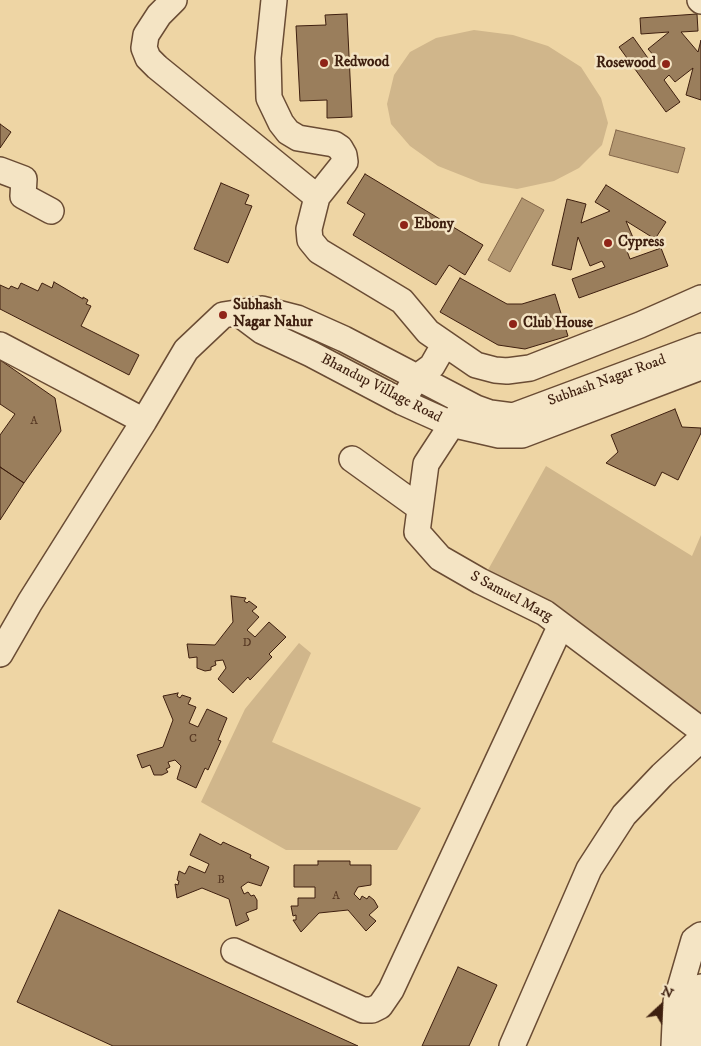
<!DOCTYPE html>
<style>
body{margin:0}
#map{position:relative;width:701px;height:1046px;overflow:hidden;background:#eed5a4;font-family:"IM FELL DW Pica",serif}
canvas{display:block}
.north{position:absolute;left:636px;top:981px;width:50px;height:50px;-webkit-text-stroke:4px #f4e4c4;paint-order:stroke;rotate:25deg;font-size:14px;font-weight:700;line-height:20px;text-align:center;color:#3e1f0f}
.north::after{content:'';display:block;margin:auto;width:18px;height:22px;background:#3e1f0f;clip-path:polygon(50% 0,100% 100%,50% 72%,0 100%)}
</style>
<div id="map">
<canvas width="701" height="1046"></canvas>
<div class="north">N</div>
</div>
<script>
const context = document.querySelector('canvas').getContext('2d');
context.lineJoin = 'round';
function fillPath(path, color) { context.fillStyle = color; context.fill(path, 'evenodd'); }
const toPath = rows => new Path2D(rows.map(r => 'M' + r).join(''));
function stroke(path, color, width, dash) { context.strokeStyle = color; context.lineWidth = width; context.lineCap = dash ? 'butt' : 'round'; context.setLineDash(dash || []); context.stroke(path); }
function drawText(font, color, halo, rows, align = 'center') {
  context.font = font + ' "IM FELL DW Pica",serif'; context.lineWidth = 5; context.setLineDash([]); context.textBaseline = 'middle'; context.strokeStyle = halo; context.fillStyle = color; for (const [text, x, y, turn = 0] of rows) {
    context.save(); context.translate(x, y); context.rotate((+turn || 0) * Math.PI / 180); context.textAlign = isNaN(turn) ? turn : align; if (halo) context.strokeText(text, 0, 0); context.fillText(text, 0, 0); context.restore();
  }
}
fillPath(toPath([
 [474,30,513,35,548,46,581,67,601,98,608,123,602,145,579,168,554,181,517,189,481,183,438,166,410,146,391,124,387,104,394,75,410,52,436,38],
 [546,466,692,556,701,535,701,721,484,577],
 [299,643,311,653,272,742,421,808,397,850,286,850,201,802,245,709]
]), '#d0b68b');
const water = toPath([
 [616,130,685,148,678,173,609,155,616,130],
 [522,198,544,210,510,272,488,260,522,198]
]);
fillPath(water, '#b29771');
stroke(water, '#84674a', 1);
const building = toPath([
 [347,14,352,117,327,118,327,100,300,101,296,26,326,25,325,15,347,14],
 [697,14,698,31,681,32,698,52,701,40,701,100,686,95,693,68,675,82,669,75,664,80,680,102,666,112,619,47,633,37,650,61,655,57,648,49,669,32,641,34,640,18,697,14],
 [0,124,11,132,0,148,0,124],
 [365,174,483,245,465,275,449,265,436,285,353,235,365,214,347,203,365,174],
 [221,183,249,195,245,204,252,206,228,263,194,249,221,183],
 [606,185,666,222,655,239,626,221,637,247,627,251,630,259,661,248,668,266,579,298,572,279,605,267,602,261,590,266,578,237,571,270,552,265,567,199,586,204,581,223,610,211,595,202,606,185],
 [460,278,507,304,522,304,555,294,568,336,525,349,498,345,440,312,460,278],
 [54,282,83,299,83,297,88,300,86,304,91,306,81,326,139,355,129,375,0,309,0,285,9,289,11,286,18,289,21,283,38,291,42,283,52,288,54,282],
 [0,360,55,398,61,431,24,483,0,467,0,435,15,414,0,404,0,360],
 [675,409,682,427,701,428,701,433,678,480,662,472,655,486,606,463,618,452,611,435,675,409],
 [0,467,24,483,0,520,0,467],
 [231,596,246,598,244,601,247,603,249,601,257,607,252,611,259,617,247,630,255,637,269,622,286,637,269,654,272,657,250,680,248,677,233,693,218,679,226,668,223,660,215,661,216,665,211,667,211,670,205,671,197,668,197,657,189,658,187,644,215,645,233,622,231,596],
 [178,693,177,696,180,698,182,695,191,698,188,704,196,707,189,723,198,727,207,709,227,718,218,740,221,741,208,770,205,768,196,788,177,779,181,766,175,760,168,762,170,767,166,769,168,772,162,775,154,775,150,765,142,768,137,755,163,747,173,720,163,696,178,693],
 [200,834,221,845,223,842,251,855,250,858,269,867,261,886,248,882,241,887,244,894,248,892,251,896,254,895,257,900,257,909,246,913,249,920,236,926,229,899,202,888,177,898,175,884,178,885,179,881,177,880,179,871,185,874,189,866,205,873,209,864,190,855,200,834],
 [318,861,350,861,350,865,371,865,371,885,358,887,354,894,360,900,362,896,367,899,369,896,374,900,378,907,369,915,376,921,366,931,348,910,319,913,301,932,293,920,296,920,296,915,293,916,291,906,298,906,298,898,315,898,315,887,294,887,294,865,318,865,318,861],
 [59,910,358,1046,113,1046,17,1002,59,910],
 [458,967,497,985,469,1046,422,1046,458,967]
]);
fillPath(building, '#9a7e5c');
stroke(building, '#3e1f0f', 1);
const minor = toPath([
 [174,0,159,15,146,35,144,48,148,58,157,67,317,197],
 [274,0,268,58,269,98,281,123,288,132,298,138,334,144,340,148,344,155,345,162,317,197,309,229,310,240,319,251,402,301,428,332,476,365,495,370,507,371,530,368,640,325,701,298],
 [700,0,701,1],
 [0,170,24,179,23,196,51,211],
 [238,313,262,331,311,354,402,402,451,424,499,435,522,435,701,367],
 [0,345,144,421],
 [409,390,417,377,432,366,440,352],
 [460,412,426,464,417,532,440,558,480,581,545,613,701,730],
 [352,459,420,508],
 [0,654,30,602,144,421,186,350,223,315,262,309,297,318,344,339,476,408,490,413,513,416,701,346],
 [234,951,363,1010,372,1010,380,1006,391,990,561,625],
 [512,1046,589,869,624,815,662,775,701,739],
 [674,1046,676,1002,694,940,701,935],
 [694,1046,697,1003,701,987]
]);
stroke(minor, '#6a4c34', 28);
stroke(minor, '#f4e4c4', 25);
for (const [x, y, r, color] of [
 [324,63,5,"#8f2418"],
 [666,64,5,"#8f2418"],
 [404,225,5,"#8f2418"],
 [608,243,5,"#8f2418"],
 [223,315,5,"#8f2418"],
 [513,324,5,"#8f2418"]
]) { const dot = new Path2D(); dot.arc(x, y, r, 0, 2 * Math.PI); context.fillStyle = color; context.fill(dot); stroke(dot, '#f4e4c4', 2); }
drawText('12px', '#553722', null, [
 ["A",34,422],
 ["D",247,644],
 ["C",193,740],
 ["B",221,881],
 ["A",336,897]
]);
drawText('bold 15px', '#3e1f0f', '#f4e4c4', [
 ["Redwood",334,63],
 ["Rosewood",656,64,"right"],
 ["Ebony",414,225],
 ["Cypress",618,243],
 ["Subhash",233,306],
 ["Nagar Nahur",233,323],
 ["Club House",523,324]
], 'left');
drawText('15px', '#3e1f0f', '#f4e4c4', [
 ["Subhash Nagar Road",607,381,-20],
 ["Bhandup Village Road",381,389,27],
 ["S Samuel Marg",511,597,28]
]);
</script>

==*==

WORK TO COMPLETE:
Lines holding the string "rows": find them in the listing above and copy each one.

SOLVED PROBLEM:
const toPath = rows => new Path2D(rows.map(r => 'M' + r).join(''));
function drawText(font, color, halo, rows, align = 'center') {
  context.font = font + ' "IM FELL DW Pica",serif'; context.lineWidth = 5; context.setLineDash([]); context.textBaseline = 'middle'; context.strokeStyle = halo; context.fillStyle = color; for (const [text, x, y, turn = 0] of rows) {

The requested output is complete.